Dickens added: “Freeview Plus was an important step for the television industry and not just SCA shareholders. We shouldn’t be a two speed economy – we should avoid the suggestion that this is something that gave some kind of preference to the metropolitan audiences of Australia as opposed to the national population.

“With retailers, consumers and other stakeholders there is that risk (of being seen as a two speed economy) because as of today not all of the free-to-air industry has optimised but we can only control the things we can control.”

In June, Prime Media CEO Ian Audsley told Mumbrella that he does not believe the regional market is ready for internet enabled HBBTV.

“We are talking about half of one per cent potential penetration and that’s before you get to how many of those 16,000 TV sets might actually be connected,” said Audsley.

“We are of the view that it is not sufficiently developed to support it commercially so we had to make the decision to pull out.”

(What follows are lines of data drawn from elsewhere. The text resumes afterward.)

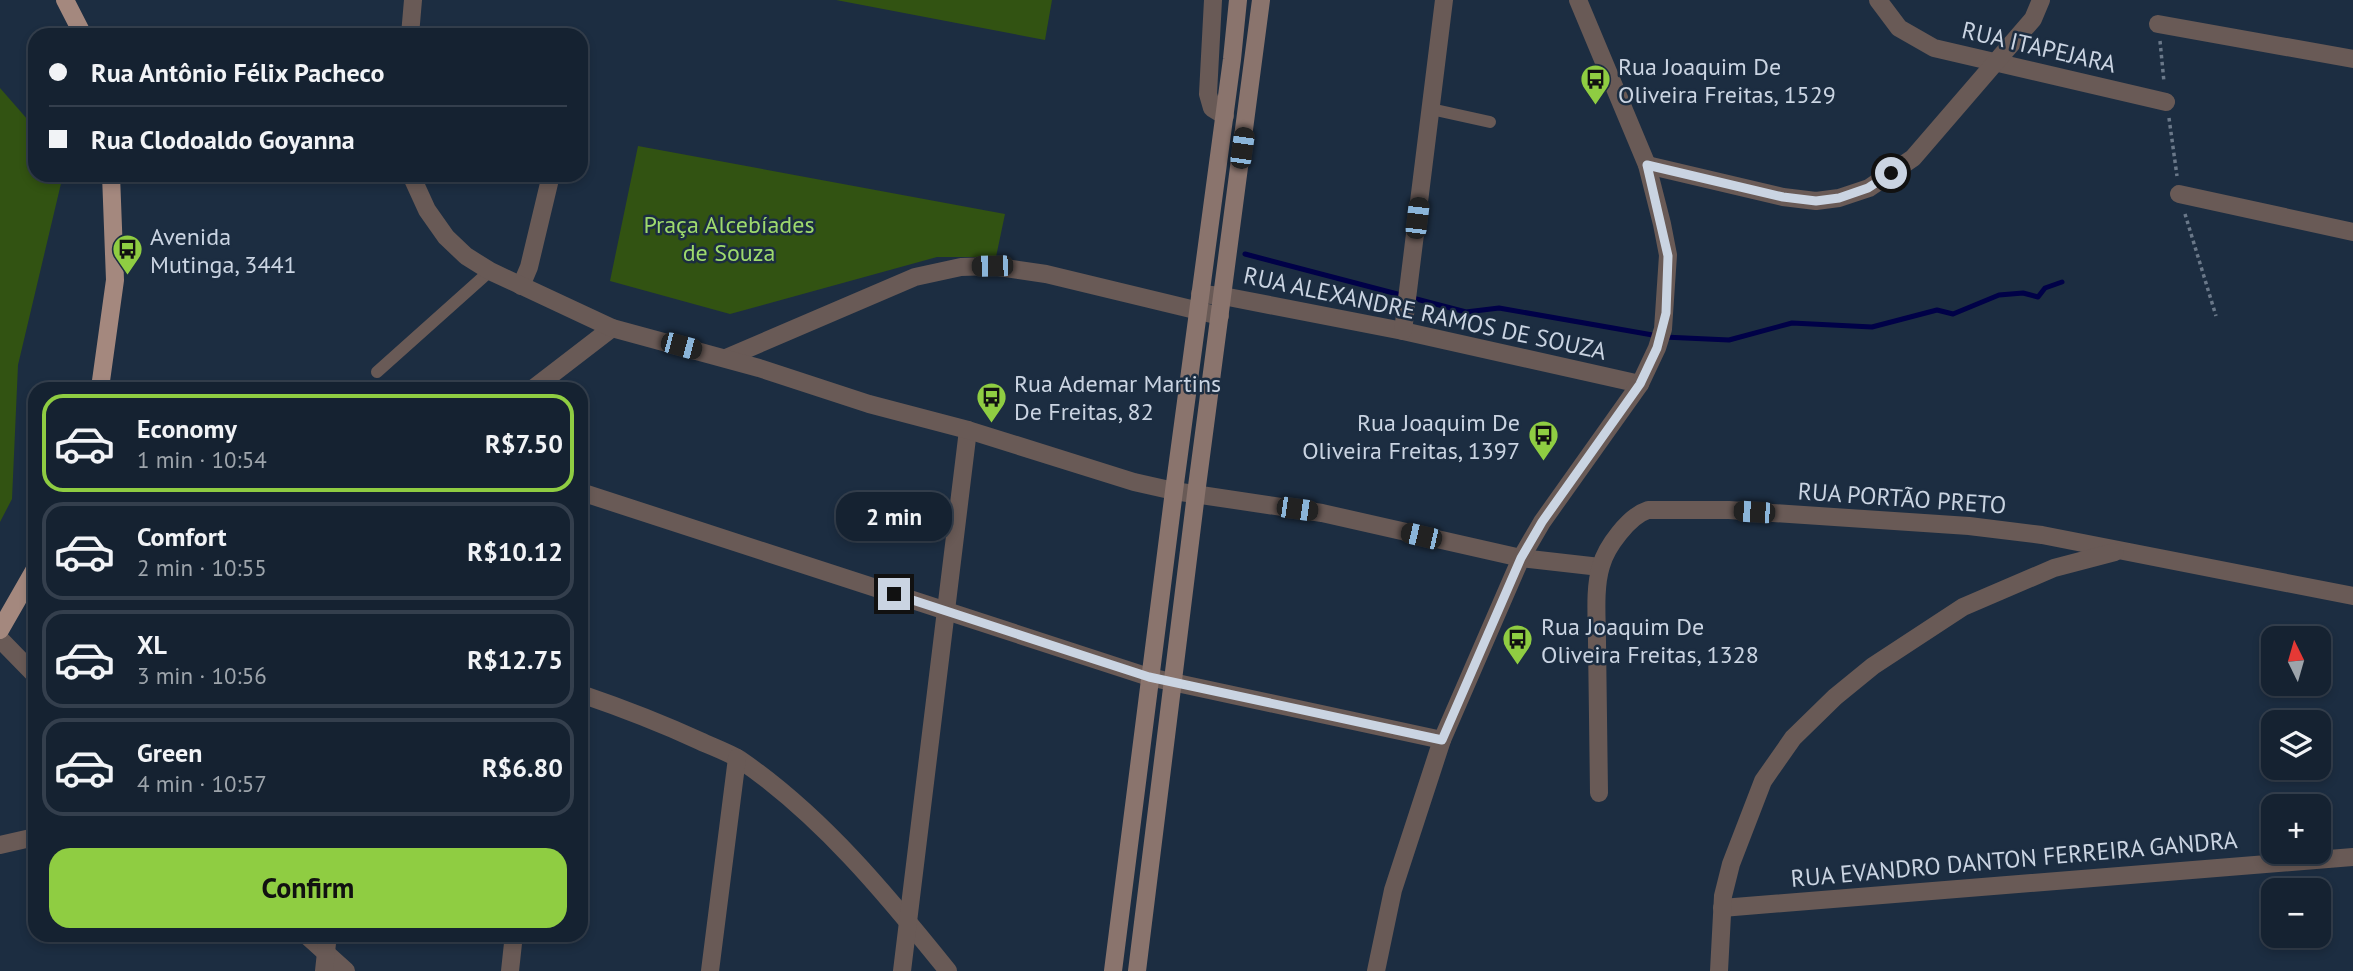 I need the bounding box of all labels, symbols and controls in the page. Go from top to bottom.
street label: RUA ITAPEJARA [1959,14,2119,80]
place label: Rua Joaquim De Oliveira Freitas, 1529 [1618,51,1836,110]
text: Rua Antônio Félix Pacheco [91,56,384,89]
bus stop icon: Rua Joaquim De Oliveira Freitas, 1529 [1578,63,1612,107]
text: Rua Clodoaldo Goyanna [91,123,355,156]
car [1229,126,1256,170]
route start [1875,157,1907,189]
car [1405,196,1430,240]
park label: Praça Alcebíades de Souza [643,209,815,268]
place label: Avenida Mutinga, 3441 [150,221,297,280]
bus stop icon: Avenida Mutinga, 3441 [110,233,144,277]
car [971,255,1014,277]
street label: RUA ALEXANDRE RAMOS DE SOUZA [1241,259,1609,367]
car [658,330,705,362]
place label: Rua Ademar Martins De Freitas, 82 [1014,368,1221,427]
bus stop icon: Rua Ademar Martins De Freitas, 82 [974,380,1008,424]
place label: Rua Joaquim De Oliveira Freitas, 1397 [1302,407,1520,466]
icon: car [53,412,116,475]
text: Economy [137,412,237,445]
bus stop icon: Rua Joaquim De Oliveira Freitas, 1397 [1526,419,1560,463]
text: R$7.50 [485,427,563,460]
text: 1 min · 10:54 [137,445,267,474]
street label: RUA PORTÃO PRETO [1797,475,2007,521]
callout: 2 min [836,492,952,542]
car [1275,496,1320,522]
car [1733,500,1776,524]
text: 2 min [866,502,922,531]
icon: car [53,520,116,583]
text: Comfort [137,520,227,553]
car [1399,521,1444,551]
text: R$10.12 [467,535,563,568]
text: 2 min · 10:55 [137,553,267,582]
route end [878,578,910,610]
place label: Rua Joaquim De Oliveira Freitas, 1328 [1541,611,1759,670]
bus stop icon: Rua Joaquim De Oliveira Freitas, 1328 [1501,623,1535,667]
north arrow [2261,626,2331,696]
map controls [2261,626,2331,948]
icon: car [53,628,116,691]
text: XL [137,628,167,661]
text: R$12.75 [467,643,563,676]
text: 3 min · 10:56 [137,661,267,690]
button: layers [2261,710,2331,780]
icon: car [53,736,116,799]
text: Green [137,736,202,769]
text: R$6.80 [482,751,563,784]
text: 4 min · 10:57 [137,769,267,798]
button: + [2261,794,2331,864]
street label: RUA EVANDRO DANTON FERREIRA GANDRA [1789,824,2239,894]
button: Confirm [49,848,567,928]
button: − [2261,878,2331,948]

Freeview’s Ross said they were aware of the challenge in terms of marketing to consumers, particularly in regional areas, and had tailored their campaign to include postcode searches to allow them to look at what services were available for them.

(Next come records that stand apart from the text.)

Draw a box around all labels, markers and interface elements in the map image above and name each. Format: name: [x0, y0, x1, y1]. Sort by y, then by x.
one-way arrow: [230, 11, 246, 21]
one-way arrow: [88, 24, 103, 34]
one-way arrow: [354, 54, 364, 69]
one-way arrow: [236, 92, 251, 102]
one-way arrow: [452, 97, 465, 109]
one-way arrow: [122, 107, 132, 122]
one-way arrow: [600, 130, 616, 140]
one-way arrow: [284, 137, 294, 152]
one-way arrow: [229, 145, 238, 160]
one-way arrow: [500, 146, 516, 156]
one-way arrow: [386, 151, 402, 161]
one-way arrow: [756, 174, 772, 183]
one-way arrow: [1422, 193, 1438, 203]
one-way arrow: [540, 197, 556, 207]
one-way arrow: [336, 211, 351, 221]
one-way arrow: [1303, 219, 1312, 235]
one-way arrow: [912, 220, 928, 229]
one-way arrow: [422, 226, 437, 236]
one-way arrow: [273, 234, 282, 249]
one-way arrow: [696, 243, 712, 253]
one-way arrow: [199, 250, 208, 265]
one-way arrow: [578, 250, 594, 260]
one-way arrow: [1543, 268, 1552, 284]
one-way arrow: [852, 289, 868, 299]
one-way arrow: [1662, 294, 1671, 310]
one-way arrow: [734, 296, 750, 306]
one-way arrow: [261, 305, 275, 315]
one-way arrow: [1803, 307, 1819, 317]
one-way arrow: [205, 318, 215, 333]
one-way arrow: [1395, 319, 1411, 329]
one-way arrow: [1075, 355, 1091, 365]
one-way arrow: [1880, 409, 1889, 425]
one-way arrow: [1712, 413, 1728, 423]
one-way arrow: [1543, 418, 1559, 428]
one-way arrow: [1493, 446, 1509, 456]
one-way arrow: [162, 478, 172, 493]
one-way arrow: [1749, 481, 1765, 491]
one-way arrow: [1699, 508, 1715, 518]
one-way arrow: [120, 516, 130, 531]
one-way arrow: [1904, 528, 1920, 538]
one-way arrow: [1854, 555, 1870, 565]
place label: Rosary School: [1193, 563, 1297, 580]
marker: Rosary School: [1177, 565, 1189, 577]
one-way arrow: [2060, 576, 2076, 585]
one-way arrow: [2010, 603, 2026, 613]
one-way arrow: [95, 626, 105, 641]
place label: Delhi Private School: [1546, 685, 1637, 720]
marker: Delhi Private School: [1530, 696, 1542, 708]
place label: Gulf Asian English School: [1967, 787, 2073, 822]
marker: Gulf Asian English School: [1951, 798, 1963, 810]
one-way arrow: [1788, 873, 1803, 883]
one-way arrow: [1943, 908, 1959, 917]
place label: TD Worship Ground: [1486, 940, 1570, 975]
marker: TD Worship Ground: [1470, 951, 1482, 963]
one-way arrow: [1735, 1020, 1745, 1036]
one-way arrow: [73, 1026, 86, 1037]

“We knew straight away that we have to help consumers understand the complexity so we have a postcode search on our website,” she said. Our TV ad also has an additional message telling consumers to go to the website and plug their postcode in.”

Earlier in the week Freeview said it was hoping for 10 per cent penetration for the new Hybrid broadcast broadband TV (HbbTV) television service, which launched on Tuesday, in its first year of operation.

Ross also signalled Prime and WIN were welcome to return to the industry body. “Absolutely (they are welcome). They know that and I talk to the them regularly,” she said. “We absolutely have that door open to them.”

SCA’s Dickens said he would also like to see his rivals join the service.

“I work on the glass half full mentality and I’d like to think we can do some work over the next few months to encourage the free-to-air industry that this is a investment worth making,” he said.